До Шигалеева меня довез Никифоров, в большом казанском тарантасе, крытом рогожей. Я еще удивился, что урядник приехал ко мне не на своем кауром Ветерке, а именно в повозке. И почему тарантас, а не дрожки, на которых Егор иногда разъезжал летом? То ли дел у него прибавилось и потребовался нашему блюстителю порядка более вместительный экипаж, то ли имелись к тому иные причины, уразуметь мне не удалось. Правил тарантасом наш новый сотский, Василий Усманов. По дороге урядник молчал, только вздыхал порою сочувственно да крякал в кулак. Я чувствовал, что он не прочь был бы со мною заговорить, но вовремя останавливался. За неожиданную деликатность – неожиданную и для его характера, и по должности – был я уряднику благодарен. Не испытывал я никакого желания говорить с кем бы то ни было и о чем бы то ни было.
На станции Шигалеево мне повезло с дорожной оказией, хотя и пришлось немного подождать. Там как раз должна была отправиться в Казань почтовая карета, но курьер задержался в имении казанского математика Георгия Николаевича Шебуева, к которому приехал с какими-то пакетами. По этой причине я и еще двое пассажиров – молодой повеса с нафиксатуаренными усиками и шигалеевский лесоторговец, корпулентный мужчина с изрядной черной бородой, – вынуждены были около часа просидеть в станционном буфете, пахнувшем, несмотря на летнее время, вечной кислой капустой и селедкой. Говорили мы… да, впрочем, ни о чем мы не говорили. Я лишь неодобрительно посматривал на повесу, одним своим видом заставлявшего меня возвращаться мыслями к моему зятю Евгению Пересветову и в который раз задаваться вопросом: не послужил ли щеголеватый инженер («Двоеженец!» – подсказывал мне внутренний голос, все еще державший в мемории книжку Довгялло) роковой причиной исчезновения моей Аленушки? Ко времени отъезда размышления стали уж совсем мрачными, и я окончательно убедился в непременно вредоносной роли господина Пересветова.

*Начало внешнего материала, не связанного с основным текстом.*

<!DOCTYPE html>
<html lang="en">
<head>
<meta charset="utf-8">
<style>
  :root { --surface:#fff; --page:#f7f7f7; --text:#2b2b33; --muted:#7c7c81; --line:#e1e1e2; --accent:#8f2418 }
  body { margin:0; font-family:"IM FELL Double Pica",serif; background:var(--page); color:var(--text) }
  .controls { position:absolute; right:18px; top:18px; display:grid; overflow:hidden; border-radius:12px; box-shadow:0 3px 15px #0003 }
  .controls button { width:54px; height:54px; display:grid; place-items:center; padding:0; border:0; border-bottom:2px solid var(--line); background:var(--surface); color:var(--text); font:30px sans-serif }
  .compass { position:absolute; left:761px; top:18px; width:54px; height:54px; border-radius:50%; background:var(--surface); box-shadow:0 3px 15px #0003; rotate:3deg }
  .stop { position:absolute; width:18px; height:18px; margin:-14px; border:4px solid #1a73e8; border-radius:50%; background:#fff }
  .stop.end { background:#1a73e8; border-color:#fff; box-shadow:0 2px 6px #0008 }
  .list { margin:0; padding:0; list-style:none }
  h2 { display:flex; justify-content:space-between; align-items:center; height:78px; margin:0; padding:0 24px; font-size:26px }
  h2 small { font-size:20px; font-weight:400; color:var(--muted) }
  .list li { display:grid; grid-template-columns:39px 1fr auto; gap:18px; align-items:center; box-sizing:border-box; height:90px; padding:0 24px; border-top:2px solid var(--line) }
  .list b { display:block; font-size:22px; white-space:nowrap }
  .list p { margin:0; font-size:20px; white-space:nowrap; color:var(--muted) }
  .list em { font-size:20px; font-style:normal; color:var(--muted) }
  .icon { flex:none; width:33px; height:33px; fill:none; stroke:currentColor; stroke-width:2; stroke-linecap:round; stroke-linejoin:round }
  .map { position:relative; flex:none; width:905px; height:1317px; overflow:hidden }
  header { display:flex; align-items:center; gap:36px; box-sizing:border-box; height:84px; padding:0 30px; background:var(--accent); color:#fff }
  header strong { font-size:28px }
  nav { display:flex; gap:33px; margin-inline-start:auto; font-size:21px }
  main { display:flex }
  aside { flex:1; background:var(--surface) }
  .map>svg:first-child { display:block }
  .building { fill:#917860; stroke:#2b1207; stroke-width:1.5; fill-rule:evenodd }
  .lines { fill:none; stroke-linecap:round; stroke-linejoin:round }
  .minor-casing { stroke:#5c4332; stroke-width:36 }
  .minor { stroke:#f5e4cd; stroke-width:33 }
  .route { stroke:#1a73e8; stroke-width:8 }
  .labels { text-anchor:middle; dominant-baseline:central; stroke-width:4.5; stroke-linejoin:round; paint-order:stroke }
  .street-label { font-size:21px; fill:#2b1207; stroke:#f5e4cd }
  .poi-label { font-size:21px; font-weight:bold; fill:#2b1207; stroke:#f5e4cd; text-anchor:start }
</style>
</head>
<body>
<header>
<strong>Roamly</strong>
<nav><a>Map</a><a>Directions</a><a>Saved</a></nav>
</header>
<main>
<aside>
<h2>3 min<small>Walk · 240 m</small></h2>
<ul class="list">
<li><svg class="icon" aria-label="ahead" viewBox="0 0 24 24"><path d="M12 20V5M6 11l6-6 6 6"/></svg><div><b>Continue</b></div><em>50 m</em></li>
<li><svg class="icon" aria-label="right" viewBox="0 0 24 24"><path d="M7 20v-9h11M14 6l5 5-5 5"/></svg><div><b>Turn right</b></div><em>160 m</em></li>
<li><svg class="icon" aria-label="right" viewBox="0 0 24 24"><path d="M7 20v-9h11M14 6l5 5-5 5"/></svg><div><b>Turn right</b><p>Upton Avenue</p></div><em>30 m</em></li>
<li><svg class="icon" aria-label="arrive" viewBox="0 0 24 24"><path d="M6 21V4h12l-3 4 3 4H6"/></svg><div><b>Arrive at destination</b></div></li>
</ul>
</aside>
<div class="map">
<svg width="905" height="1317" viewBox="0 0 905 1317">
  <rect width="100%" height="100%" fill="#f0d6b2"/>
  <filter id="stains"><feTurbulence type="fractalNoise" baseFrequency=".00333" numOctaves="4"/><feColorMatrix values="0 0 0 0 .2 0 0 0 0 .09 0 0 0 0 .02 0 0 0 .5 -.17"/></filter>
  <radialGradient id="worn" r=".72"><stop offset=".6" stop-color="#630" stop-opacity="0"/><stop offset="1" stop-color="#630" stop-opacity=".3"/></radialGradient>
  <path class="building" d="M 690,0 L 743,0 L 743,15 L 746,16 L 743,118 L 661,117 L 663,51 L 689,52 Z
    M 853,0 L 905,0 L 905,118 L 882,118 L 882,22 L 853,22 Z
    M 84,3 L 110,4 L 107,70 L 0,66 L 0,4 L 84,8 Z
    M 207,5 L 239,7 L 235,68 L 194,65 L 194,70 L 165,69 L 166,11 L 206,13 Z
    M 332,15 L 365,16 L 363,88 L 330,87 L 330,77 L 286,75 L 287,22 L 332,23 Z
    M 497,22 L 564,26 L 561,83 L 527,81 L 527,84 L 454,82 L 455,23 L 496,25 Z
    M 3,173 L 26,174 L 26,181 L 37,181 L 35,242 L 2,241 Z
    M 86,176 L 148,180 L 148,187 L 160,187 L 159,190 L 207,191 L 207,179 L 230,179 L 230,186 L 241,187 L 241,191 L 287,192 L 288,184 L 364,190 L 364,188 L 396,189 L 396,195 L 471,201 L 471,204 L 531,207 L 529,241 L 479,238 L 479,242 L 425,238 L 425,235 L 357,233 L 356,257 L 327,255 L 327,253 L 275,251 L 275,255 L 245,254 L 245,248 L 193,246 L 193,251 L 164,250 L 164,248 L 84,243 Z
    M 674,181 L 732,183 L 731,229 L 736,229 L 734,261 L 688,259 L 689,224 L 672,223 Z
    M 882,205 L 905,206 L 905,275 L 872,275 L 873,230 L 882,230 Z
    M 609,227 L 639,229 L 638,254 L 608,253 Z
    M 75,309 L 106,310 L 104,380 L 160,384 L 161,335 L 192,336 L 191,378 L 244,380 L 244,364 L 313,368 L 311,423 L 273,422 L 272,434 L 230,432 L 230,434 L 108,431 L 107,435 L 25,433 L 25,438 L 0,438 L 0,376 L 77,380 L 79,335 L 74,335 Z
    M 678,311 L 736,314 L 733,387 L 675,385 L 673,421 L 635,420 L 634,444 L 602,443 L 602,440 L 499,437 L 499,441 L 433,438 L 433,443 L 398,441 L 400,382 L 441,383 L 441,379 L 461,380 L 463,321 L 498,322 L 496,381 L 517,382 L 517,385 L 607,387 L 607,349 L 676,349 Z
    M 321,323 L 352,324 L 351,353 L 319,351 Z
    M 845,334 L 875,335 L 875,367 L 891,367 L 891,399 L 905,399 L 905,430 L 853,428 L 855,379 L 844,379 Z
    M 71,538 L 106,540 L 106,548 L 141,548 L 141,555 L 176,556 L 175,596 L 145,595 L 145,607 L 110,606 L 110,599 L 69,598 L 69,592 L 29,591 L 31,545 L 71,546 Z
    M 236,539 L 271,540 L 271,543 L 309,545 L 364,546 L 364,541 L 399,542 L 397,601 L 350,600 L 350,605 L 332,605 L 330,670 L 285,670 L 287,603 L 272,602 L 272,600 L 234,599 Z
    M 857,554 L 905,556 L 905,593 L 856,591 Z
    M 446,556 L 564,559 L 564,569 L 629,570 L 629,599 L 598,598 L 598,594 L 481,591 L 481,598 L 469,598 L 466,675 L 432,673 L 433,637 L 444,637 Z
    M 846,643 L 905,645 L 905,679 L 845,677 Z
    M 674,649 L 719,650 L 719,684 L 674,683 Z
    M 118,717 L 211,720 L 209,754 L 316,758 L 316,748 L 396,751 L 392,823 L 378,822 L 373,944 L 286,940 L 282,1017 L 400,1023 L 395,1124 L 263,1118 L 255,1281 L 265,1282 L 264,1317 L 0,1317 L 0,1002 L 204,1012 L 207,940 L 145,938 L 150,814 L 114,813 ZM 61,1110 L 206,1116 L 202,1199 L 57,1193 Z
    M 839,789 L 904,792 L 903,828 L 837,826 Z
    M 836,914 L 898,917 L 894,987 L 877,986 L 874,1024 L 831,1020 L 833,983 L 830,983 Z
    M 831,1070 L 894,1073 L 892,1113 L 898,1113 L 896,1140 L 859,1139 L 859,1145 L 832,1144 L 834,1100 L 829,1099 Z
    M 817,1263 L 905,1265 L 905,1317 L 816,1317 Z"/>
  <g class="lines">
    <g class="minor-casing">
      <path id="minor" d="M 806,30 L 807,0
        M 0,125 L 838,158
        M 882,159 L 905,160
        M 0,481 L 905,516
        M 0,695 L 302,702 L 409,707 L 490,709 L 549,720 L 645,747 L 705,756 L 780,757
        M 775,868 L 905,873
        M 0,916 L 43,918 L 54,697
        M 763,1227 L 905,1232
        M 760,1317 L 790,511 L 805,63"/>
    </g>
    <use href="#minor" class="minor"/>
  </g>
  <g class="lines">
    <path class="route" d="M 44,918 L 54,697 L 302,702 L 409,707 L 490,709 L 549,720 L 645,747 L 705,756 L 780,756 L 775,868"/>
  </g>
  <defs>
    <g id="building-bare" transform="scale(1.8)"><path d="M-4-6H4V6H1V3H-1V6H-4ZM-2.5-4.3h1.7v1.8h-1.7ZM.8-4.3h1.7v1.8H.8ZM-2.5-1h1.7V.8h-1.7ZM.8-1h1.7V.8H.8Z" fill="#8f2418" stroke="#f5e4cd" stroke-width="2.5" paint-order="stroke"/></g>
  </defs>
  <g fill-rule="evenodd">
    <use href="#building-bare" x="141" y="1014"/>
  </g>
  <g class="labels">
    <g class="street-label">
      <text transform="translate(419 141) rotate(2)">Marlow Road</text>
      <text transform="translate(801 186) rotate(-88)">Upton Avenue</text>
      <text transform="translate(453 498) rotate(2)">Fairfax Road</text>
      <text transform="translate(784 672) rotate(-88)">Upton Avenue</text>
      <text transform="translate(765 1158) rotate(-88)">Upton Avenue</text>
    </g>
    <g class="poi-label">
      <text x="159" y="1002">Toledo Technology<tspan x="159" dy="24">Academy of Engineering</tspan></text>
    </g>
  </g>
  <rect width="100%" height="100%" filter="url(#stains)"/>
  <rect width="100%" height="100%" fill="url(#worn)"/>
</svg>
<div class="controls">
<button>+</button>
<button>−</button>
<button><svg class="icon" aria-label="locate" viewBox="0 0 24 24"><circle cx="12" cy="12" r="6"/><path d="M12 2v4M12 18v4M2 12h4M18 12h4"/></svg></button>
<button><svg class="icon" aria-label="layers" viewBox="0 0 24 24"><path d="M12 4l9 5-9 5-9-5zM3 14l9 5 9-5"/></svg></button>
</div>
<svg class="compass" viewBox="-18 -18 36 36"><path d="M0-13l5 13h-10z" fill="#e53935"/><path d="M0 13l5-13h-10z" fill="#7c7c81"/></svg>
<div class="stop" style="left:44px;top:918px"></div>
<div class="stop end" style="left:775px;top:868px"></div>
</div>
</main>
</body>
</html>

Наконец почтовая карета направилась в Казань. Повеса сидел, уставившись в окошко, и чему-то улыбался – как мне казалось, самым зловещим образом. А бородатый лесоторговец мгновенно уснул – пожалуй, еще до того, как щелкнул кнут кучера и экипаж, заскрипев осями, тяжело сдвинулся с места. Я тоже, наверное, мог бы задремать, покачиваясь на кожаных подушках, однако мрачные мысли не отпускали меня, и до самой Казани пребывал я в состоянии бодрствования. При этом – удивительное дело! – почти ничего из неблизкого моего путешествия не осталось в памяти, словно ехал я все-таки в состоянии тяжкого паморочного сна, вызванного внезапным приступом нервной горячки. И то сказать – беспокойство мое вполне походило на перемежную лихорадку, не то другую какую болезнь, когда сознание путается, а память отказывается служить. Если что и запомнил, так разве станции, на которых я не столько отдыхал, сколько нетерпеливо ждал продолжения поездки.
Прибыли в Казань к вечеру. Я снял на ночь номер в гостинице «Гамбург», что по Воскресенской улице, оставил там вещи и отправился в почтово-телеграфную контору на Театральной площади, благо это было совсем недалеко.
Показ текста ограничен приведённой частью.